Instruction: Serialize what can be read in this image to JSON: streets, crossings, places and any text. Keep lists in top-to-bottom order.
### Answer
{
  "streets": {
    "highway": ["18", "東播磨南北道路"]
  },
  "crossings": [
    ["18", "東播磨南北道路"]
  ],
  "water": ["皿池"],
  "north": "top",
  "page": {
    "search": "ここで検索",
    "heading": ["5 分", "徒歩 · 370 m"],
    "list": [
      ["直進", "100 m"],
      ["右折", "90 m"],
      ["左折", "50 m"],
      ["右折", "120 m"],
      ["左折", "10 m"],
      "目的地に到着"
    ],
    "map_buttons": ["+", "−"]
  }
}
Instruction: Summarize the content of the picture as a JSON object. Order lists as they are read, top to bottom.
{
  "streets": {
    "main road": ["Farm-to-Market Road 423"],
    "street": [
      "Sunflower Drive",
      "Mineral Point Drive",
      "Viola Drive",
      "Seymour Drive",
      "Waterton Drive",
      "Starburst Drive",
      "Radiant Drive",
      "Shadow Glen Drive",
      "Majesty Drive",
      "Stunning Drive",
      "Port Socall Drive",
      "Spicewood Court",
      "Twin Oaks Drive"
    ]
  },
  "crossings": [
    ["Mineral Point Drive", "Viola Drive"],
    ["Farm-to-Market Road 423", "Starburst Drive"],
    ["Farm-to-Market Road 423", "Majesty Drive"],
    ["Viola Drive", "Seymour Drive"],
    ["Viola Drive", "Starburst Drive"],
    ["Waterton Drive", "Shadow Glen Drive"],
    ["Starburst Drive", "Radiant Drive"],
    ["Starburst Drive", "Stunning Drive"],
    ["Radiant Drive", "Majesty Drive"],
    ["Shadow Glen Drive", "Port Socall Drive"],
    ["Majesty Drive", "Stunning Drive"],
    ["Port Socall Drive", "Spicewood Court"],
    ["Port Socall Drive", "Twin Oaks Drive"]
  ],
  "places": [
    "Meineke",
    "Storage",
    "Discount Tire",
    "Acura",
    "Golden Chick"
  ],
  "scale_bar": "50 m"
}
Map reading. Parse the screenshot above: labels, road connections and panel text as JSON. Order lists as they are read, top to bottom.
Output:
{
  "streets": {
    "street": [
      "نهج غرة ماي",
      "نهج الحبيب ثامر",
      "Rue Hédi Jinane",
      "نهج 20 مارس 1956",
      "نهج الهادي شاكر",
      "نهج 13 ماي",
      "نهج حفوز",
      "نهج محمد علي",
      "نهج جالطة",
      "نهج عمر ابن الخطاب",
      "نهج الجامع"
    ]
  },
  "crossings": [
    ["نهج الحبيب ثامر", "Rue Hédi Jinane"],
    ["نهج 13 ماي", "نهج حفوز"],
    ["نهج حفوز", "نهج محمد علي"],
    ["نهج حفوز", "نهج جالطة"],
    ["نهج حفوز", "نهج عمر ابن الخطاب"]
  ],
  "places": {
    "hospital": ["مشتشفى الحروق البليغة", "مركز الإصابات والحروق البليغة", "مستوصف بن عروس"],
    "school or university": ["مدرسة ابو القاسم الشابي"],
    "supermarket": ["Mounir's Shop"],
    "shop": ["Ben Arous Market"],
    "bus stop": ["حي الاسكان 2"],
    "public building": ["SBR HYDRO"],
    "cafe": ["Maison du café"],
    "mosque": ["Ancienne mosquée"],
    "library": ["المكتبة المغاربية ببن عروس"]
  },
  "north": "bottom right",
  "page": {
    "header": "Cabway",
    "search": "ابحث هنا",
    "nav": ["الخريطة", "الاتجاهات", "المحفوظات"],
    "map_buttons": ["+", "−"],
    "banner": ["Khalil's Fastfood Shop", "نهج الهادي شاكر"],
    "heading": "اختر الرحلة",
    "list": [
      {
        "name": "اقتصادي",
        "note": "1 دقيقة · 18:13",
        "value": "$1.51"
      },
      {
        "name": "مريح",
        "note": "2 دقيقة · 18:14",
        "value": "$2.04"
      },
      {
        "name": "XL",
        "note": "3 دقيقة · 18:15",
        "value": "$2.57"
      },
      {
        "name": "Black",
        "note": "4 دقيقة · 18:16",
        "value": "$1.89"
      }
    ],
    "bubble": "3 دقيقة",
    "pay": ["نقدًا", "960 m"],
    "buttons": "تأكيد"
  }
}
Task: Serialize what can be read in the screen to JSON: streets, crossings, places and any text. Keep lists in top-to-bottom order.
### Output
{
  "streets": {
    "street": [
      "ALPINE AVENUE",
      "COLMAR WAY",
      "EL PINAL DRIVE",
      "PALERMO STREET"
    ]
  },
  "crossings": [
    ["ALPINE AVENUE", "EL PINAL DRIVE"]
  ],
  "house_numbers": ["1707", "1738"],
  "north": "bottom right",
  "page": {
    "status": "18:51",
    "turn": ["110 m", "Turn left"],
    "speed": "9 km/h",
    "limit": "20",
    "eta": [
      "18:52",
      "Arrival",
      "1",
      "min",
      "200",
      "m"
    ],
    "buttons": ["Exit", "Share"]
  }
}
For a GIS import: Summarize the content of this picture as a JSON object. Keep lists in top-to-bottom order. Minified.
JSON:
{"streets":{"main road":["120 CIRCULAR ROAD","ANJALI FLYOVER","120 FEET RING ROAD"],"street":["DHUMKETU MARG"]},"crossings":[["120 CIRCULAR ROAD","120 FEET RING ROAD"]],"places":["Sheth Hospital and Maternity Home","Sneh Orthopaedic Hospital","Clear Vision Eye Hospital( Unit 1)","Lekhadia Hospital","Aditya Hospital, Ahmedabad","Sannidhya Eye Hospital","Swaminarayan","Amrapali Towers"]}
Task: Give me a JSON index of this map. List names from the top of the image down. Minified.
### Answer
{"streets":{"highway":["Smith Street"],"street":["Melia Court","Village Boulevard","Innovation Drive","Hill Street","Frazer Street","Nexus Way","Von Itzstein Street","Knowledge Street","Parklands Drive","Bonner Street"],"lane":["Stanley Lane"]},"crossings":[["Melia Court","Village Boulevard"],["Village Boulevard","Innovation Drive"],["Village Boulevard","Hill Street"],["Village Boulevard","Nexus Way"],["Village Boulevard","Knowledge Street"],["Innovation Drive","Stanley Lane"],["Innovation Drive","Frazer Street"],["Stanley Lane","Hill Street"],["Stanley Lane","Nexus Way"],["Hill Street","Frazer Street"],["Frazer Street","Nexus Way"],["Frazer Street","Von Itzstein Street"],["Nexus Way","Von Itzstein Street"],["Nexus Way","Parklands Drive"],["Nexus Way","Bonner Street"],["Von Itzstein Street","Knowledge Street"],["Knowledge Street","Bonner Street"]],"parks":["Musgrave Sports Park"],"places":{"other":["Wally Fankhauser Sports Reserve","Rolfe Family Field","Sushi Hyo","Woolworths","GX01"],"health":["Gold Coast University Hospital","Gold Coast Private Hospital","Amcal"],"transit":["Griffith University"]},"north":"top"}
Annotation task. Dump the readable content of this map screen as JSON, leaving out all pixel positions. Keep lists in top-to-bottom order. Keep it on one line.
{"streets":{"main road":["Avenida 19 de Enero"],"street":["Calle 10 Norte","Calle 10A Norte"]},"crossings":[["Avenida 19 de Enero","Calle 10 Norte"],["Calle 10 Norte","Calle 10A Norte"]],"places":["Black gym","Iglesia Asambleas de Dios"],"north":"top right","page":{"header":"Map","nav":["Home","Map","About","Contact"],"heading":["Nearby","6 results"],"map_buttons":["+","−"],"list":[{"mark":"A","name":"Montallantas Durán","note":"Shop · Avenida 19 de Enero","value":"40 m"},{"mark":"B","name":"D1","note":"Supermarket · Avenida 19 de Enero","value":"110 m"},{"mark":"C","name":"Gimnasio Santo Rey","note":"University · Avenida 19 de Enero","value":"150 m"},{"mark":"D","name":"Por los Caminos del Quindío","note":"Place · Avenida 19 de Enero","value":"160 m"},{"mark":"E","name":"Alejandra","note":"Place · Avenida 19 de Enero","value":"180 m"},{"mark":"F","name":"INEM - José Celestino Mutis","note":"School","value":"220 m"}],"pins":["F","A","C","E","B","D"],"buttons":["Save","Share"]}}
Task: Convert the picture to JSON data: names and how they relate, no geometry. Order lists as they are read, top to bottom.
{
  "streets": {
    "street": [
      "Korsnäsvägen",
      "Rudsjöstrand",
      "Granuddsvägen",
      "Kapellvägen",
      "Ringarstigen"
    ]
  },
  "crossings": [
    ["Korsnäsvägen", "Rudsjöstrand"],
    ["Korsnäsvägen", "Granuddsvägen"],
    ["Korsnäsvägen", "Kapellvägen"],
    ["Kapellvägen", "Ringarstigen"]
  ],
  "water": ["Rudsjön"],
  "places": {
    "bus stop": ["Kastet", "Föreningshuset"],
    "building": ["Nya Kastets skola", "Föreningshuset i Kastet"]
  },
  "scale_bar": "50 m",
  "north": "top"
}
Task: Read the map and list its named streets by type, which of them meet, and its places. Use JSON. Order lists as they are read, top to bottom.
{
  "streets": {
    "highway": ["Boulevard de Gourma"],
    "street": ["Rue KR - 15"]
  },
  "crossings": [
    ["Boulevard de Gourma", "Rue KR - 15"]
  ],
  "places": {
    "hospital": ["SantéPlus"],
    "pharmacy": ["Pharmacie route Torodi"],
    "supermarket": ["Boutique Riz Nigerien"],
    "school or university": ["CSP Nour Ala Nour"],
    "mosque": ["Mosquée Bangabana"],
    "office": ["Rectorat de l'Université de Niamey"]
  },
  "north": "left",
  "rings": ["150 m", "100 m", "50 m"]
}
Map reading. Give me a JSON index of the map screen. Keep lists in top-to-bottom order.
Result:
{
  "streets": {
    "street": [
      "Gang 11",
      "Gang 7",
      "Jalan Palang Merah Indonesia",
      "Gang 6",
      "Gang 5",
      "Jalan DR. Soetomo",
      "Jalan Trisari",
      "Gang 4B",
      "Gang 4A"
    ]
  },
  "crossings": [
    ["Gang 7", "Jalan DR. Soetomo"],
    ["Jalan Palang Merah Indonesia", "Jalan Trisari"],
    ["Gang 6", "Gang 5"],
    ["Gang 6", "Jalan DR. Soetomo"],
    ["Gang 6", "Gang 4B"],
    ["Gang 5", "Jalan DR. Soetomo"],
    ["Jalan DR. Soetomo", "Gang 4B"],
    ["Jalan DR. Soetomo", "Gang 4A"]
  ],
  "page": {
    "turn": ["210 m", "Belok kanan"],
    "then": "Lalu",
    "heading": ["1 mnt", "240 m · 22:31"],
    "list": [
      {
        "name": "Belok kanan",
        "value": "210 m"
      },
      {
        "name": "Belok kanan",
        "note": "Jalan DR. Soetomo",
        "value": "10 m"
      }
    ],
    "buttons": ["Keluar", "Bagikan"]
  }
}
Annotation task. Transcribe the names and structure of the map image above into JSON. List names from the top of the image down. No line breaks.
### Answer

## [Work instructions]
Look through the entries above and say how many lines contain "from", giving nothing but the number.

## [Response to this exercise]
2